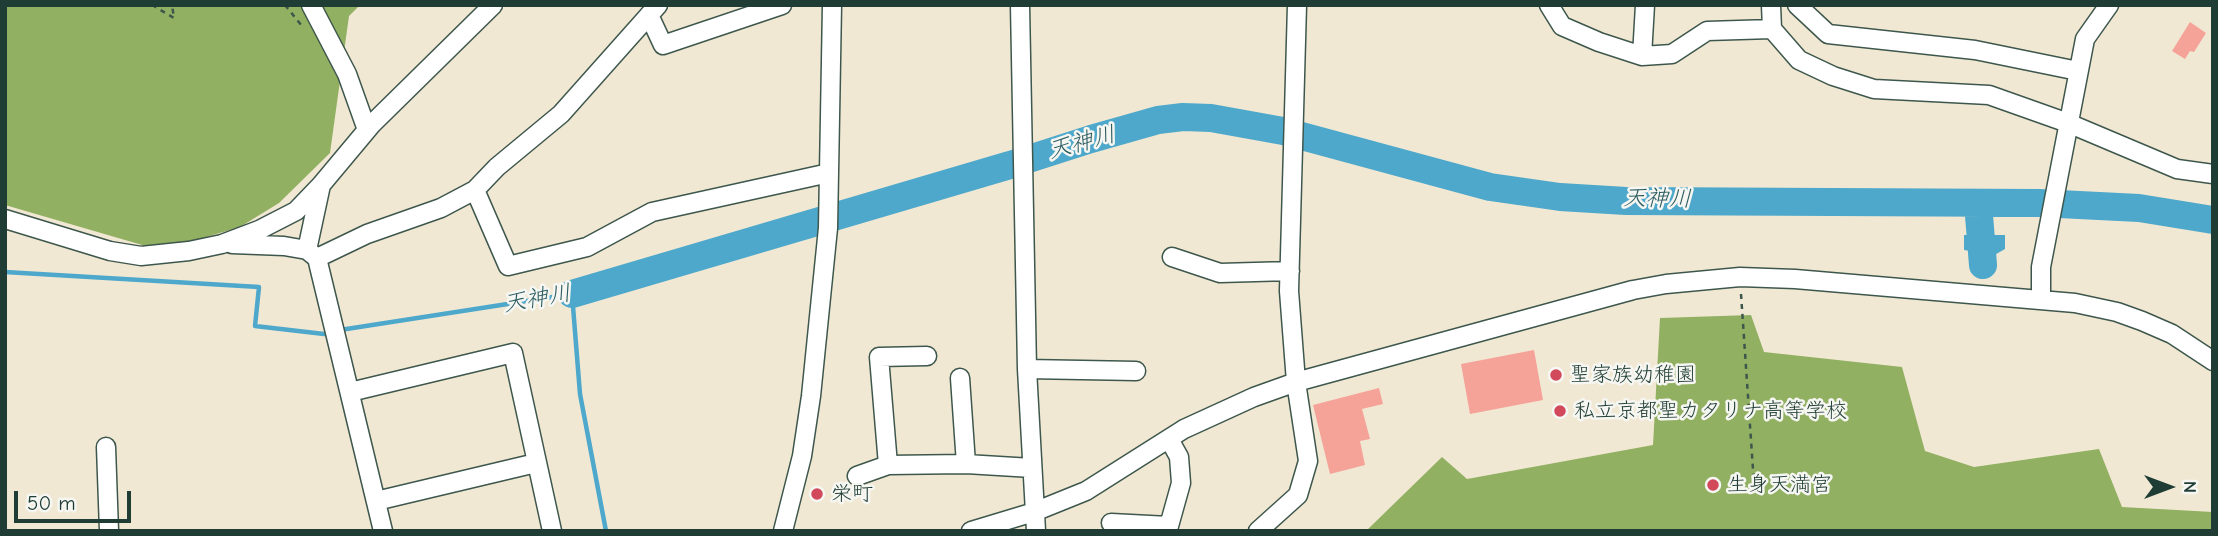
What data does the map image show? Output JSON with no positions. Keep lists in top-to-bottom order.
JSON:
{
  "water": ["天神川"],
  "places": [
    "聖家族幼稚園",
    "私立京都聖カタリナ高等学校",
    "生身天満宮",
    "栄町"
  ],
  "scale_bar": "50 m",
  "north": "right"
}
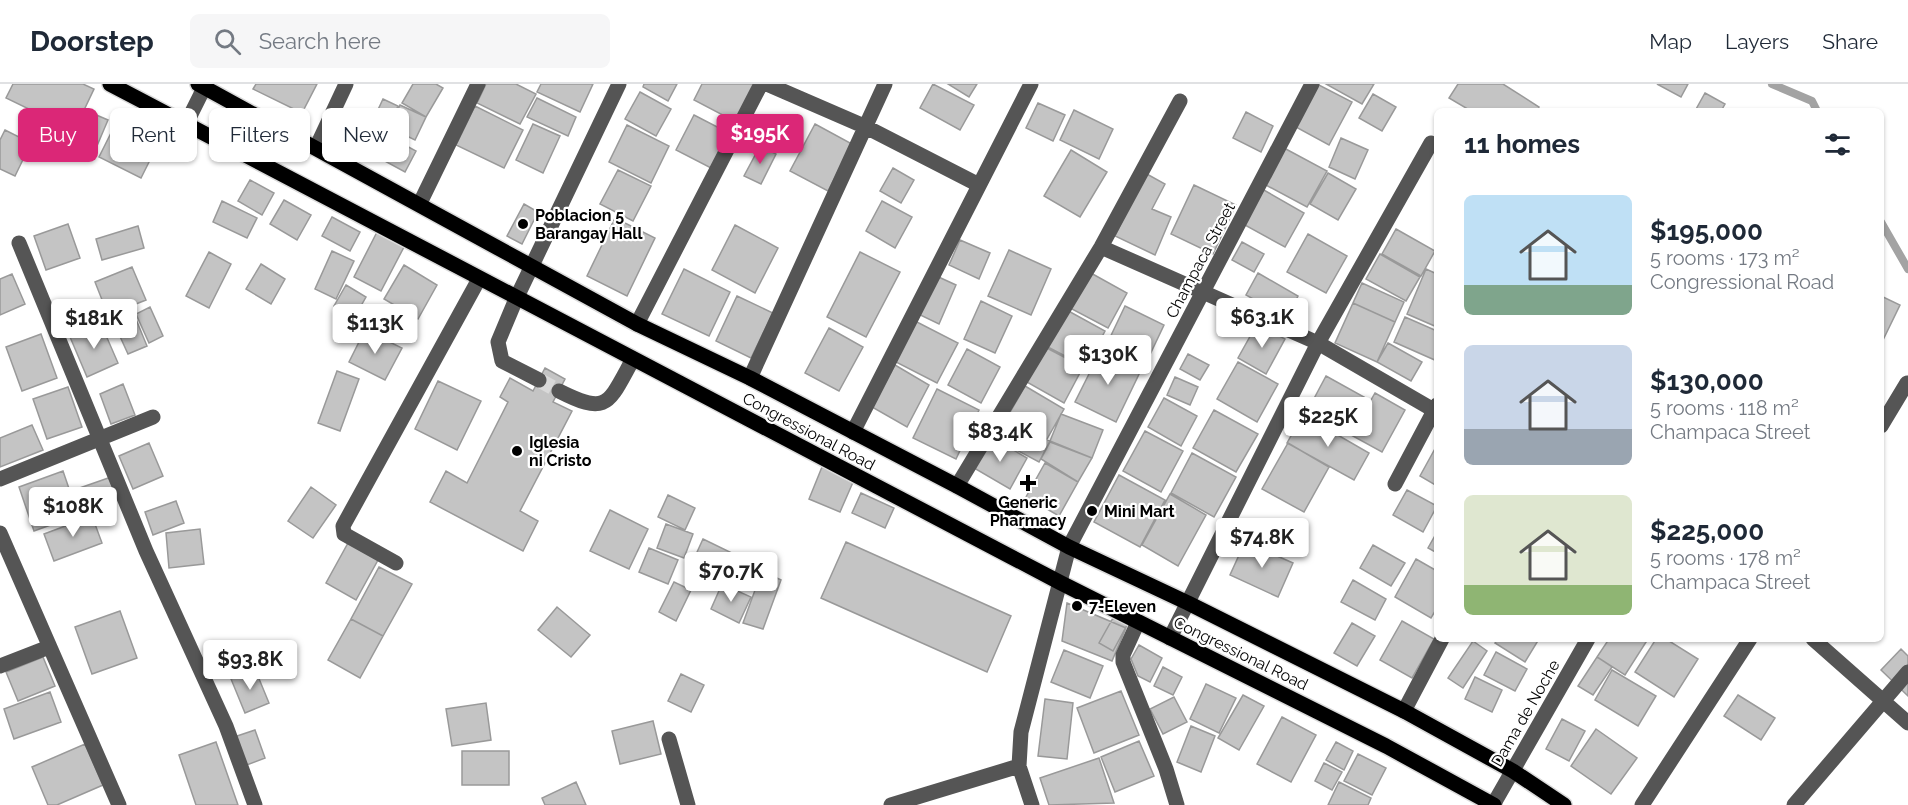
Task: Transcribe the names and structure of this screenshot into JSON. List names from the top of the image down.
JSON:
{
  "streets": {
    "main road": ["Congressional Road"],
    "street": ["Champaca Street", "Dama de Noche"]
  },
  "crossings": [
    ["Champaca Street", "Congressional Road"],
    ["Congressional Road", "Dama de Noche"]
  ],
  "places": {
    "other": [
      "Poblacion 5 Barangay Hall",
      "Iglesia ni Cristo",
      "Mini Mart",
      "7-Eleven"
    ],
    "health": ["Generic Pharmacy"]
  },
  "page": {
    "header": "Doorstep",
    "search": "Search here",
    "nav": ["Map", "Layers", "Share"],
    "chip": [
      "Buy",
      "Rent",
      "Filters",
      "New"
    ],
    "heading": "11 homes",
    "price": [
      "$195K",
      "$63.1K",
      "$181K",
      "$113K",
      "$130K",
      "$225K",
      "$83.4K",
      "$108K",
      "$74.8K",
      "$70.7K",
      "$93.8K"
    ],
    "list": [
      {
        "name": "$195,000",
        "note": "5 rooms · 173 m² · Congressional Road"
      },
      {
        "name": "$130,000",
        "note": "5 rooms · 118 m² · Champaca Street"
      },
      {
        "name": "$225,000",
        "note": "5 rooms · 178 m² · Champaca Street"
      }
    ]
  }
}
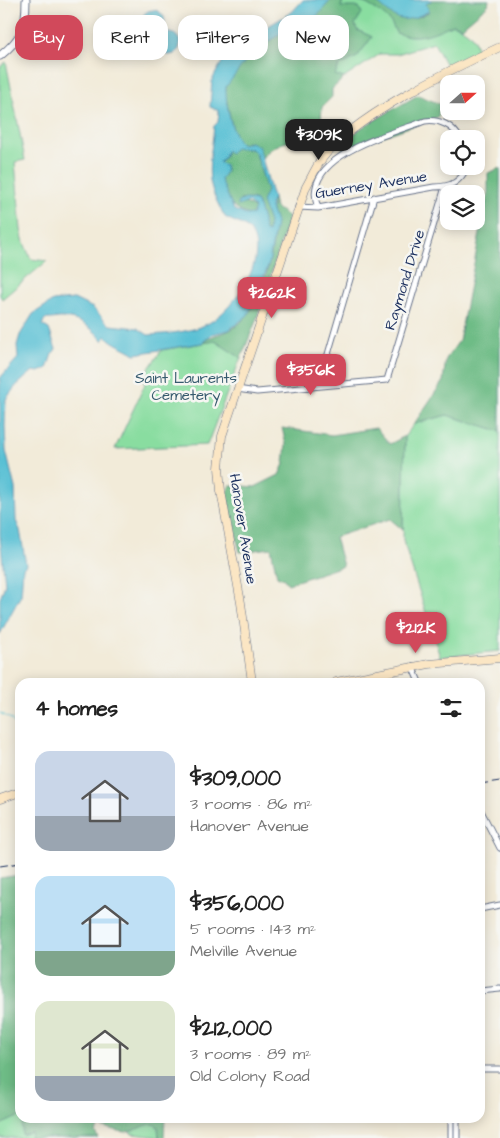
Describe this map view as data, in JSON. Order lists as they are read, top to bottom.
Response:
{
  "streets": {
    "main road": ["Hanover Avenue"],
    "street": ["Guerney Avenue", "Raymond Drive"]
  },
  "crossings": [
    ["Guerney Avenue", "Hanover Avenue"]
  ],
  "parks": ["Saint Laurents Cemetery"],
  "north": "right",
  "page": {
    "chip": [
      "Buy",
      "Rent",
      "Filters",
      "New"
    ],
    "price": [
      "$309K",
      "$262K",
      "$356K",
      "$212K"
    ],
    "heading": "4 homes",
    "list": [
      {
        "name": "$309,000",
        "note": "3 rooms · 86 m² · Hanover Avenue"
      },
      {
        "name": "$356,000",
        "note": "5 rooms · 143 m² · Melville Avenue"
      },
      {
        "name": "$212,000",
        "note": "3 rooms · 89 m² · Old Colony Road"
      }
    ]
  }
}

▶ PROBLEM TO WORK ON: The entries above are to be repeated exactly, except for any pictures.

▶ SOLUTION TO THE PROBLEM:
What data does the map image show? Output JSON with no positions. Keep lists in top-to-bottom order.
JSON:
{
  "water": ["天神川"],
  "places": [
    "聖家族幼稚園",
    "私立京都聖カタリナ高等学校",
    "生身天満宮",
    "栄町"
  ],
  "scale_bar": "50 m",
  "north": "right"
}
Task: Transcribe the names and structure of this screenshot into JSON. List names from the top of the image down.
JSON:
{
  "streets": {
    "main road": ["Congressional Road"],
    "street": ["Champaca Street", "Dama de Noche"]
  },
  "crossings": [
    ["Champaca Street", "Congressional Road"],
    ["Congressional Road", "Dama de Noche"]
  ],
  "places": {
    "other": [
      "Poblacion 5 Barangay Hall",
      "Iglesia ni Cristo",
      "Mini Mart",
      "7-Eleven"
    ],
    "health": ["Generic Pharmacy"]
  },
  "page": {
    "header": "Doorstep",
    "search": "Search here",
    "nav": ["Map", "Layers", "Share"],
    "chip": [
      "Buy",
      "Rent",
      "Filters",
      "New"
    ],
    "heading": "11 homes",
    "price": [
      "$195K",
      "$63.1K",
      "$181K",
      "$113K",
      "$130K",
      "$225K",
      "$83.4K",
      "$108K",
      "$74.8K",
      "$70.7K",
      "$93.8K"
    ],
    "list": [
      {
        "name": "$195,000",
        "note": "5 rooms · 173 m² · Congressional Road"
      },
      {
        "name": "$130,000",
        "note": "5 rooms · 118 m² · Champaca Street"
      },
      {
        "name": "$225,000",
        "note": "5 rooms · 178 m² · Champaca Street"
      }
    ]
  }
}
Describe this map view as data, in JSON. Order lists as they are read, top to bottom.
Response:
{
  "streets": {
    "main road": ["Hanover Avenue"],
    "street": ["Guerney Avenue", "Raymond Drive"]
  },
  "crossings": [
    ["Guerney Avenue", "Hanover Avenue"]
  ],
  "parks": ["Saint Laurents Cemetery"],
  "north": "right",
  "page": {
    "chip": [
      "Buy",
      "Rent",
      "Filters",
      "New"
    ],
    "price": [
      "$309K",
      "$262K",
      "$356K",
      "$212K"
    ],
    "heading": "4 homes",
    "list": [
      {
        "name": "$309,000",
        "note": "3 rooms · 86 m² · Hanover Avenue"
      },
      {
        "name": "$356,000",
        "note": "5 rooms · 143 m² · Melville Avenue"
      },
      {
        "name": "$212,000",
        "note": "3 rooms · 89 m² · Old Colony Road"
      }
    ]
  }
}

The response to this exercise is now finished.